## TASK REQUIREMENTS
The answer must be every line from the entries below that contains "display".

## EXCERPTED DATA
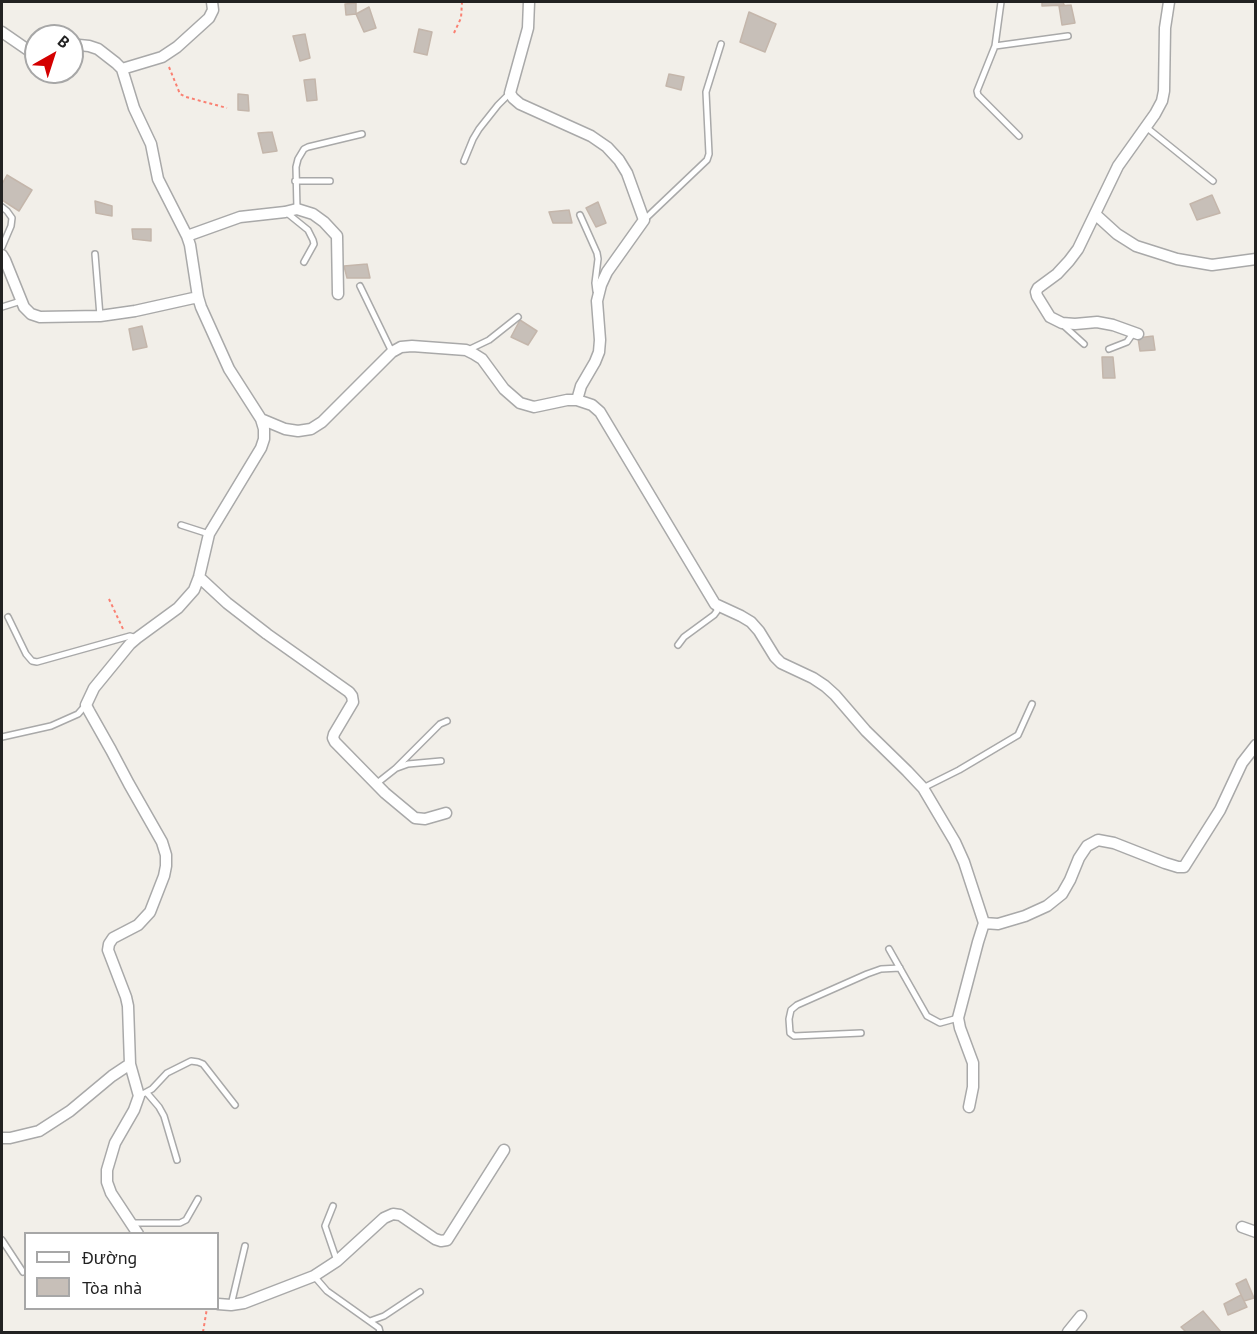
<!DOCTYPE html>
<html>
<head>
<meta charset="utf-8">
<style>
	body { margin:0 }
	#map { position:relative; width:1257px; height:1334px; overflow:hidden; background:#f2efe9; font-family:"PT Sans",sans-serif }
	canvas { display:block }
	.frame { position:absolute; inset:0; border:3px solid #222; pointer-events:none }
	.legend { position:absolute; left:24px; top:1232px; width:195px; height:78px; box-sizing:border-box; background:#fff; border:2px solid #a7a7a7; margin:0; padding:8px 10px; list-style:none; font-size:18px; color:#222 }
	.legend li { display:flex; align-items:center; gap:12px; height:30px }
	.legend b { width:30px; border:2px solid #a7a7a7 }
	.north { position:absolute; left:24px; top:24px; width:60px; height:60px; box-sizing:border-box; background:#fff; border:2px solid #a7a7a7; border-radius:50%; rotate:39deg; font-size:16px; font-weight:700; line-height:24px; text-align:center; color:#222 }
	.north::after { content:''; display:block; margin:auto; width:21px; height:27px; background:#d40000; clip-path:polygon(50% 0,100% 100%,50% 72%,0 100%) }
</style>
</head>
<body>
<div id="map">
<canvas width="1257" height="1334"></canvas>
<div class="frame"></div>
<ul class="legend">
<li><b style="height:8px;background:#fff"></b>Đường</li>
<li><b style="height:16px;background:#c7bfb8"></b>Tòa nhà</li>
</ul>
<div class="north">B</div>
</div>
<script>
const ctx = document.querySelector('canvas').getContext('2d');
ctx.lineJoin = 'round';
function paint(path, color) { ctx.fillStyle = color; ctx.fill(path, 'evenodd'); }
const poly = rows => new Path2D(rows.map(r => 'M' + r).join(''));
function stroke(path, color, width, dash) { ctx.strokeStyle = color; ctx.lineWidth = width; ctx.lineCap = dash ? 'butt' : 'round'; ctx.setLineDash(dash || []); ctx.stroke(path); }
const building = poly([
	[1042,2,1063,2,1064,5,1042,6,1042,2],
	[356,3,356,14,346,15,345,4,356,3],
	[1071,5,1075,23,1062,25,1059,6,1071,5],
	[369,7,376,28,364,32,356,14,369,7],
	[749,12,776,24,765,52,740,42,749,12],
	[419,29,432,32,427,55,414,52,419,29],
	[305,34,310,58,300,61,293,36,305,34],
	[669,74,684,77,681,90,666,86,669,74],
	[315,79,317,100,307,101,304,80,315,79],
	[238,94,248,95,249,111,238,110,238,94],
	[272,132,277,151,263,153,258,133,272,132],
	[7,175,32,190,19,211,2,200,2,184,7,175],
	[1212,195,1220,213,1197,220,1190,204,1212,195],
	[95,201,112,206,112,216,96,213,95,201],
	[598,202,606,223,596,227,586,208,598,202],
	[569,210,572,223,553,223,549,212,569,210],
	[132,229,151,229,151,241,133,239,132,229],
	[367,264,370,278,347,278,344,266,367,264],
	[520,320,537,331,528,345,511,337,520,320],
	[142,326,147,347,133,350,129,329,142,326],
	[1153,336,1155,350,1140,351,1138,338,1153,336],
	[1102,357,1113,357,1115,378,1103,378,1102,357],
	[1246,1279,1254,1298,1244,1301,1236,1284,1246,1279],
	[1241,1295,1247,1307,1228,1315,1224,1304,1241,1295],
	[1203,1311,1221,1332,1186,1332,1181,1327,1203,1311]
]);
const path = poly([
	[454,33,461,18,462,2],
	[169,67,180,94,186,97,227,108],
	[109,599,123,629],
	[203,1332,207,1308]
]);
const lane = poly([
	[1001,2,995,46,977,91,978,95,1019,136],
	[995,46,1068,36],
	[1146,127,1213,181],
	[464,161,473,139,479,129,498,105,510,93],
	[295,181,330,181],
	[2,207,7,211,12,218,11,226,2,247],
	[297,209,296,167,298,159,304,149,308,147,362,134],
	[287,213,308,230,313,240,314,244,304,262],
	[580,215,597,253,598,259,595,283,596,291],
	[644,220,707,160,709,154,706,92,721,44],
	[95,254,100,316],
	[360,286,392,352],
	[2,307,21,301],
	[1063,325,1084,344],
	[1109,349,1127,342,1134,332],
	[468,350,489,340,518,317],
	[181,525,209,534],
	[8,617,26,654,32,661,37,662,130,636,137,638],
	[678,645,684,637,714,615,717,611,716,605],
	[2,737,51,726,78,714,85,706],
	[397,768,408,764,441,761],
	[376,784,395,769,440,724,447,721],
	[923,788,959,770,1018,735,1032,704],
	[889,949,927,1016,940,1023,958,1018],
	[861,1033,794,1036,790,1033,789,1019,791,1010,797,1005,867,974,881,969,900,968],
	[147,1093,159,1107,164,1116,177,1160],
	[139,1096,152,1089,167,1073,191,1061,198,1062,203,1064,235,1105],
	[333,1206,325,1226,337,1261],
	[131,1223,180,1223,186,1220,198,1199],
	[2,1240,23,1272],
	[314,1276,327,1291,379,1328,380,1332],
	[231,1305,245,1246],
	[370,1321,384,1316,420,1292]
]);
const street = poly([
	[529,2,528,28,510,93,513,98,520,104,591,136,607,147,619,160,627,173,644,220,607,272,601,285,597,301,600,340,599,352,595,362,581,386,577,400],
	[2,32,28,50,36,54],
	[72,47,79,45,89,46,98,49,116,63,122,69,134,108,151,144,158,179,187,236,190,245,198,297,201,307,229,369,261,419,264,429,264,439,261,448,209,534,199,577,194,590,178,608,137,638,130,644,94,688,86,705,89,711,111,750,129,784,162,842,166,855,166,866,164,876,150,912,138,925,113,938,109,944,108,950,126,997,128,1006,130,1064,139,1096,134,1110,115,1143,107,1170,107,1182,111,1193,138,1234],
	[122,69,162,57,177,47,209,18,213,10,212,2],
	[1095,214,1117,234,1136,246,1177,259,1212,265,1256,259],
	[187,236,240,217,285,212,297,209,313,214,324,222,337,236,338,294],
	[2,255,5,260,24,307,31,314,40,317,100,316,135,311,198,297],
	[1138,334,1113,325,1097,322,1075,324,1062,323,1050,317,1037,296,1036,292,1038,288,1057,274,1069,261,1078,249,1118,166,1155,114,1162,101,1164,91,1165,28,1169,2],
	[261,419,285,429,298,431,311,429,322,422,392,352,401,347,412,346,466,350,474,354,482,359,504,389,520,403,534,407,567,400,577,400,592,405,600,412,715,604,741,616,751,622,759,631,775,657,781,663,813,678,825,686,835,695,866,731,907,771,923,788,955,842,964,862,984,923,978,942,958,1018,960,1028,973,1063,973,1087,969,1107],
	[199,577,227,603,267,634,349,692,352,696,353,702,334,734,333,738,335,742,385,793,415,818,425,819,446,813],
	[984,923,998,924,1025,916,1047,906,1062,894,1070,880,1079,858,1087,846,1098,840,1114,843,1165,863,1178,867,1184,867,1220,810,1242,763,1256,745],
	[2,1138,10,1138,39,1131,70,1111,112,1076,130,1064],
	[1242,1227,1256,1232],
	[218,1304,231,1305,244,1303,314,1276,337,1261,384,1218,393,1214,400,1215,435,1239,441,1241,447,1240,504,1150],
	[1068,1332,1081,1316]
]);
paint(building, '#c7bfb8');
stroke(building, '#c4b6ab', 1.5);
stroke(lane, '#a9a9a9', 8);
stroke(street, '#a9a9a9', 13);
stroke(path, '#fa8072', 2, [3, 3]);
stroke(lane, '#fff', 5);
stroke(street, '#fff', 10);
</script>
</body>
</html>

## FINISHED TASK
	canvas { display:block }
	.legend li { display:flex; align-items:center; gap:12px; height:30px }
	.north::after { content:''; display:block; margin:auto; width:21px; height:27px; background:#d40000; clip-path:polygon(50% 0,100% 100%,50% 72%,0 100%) }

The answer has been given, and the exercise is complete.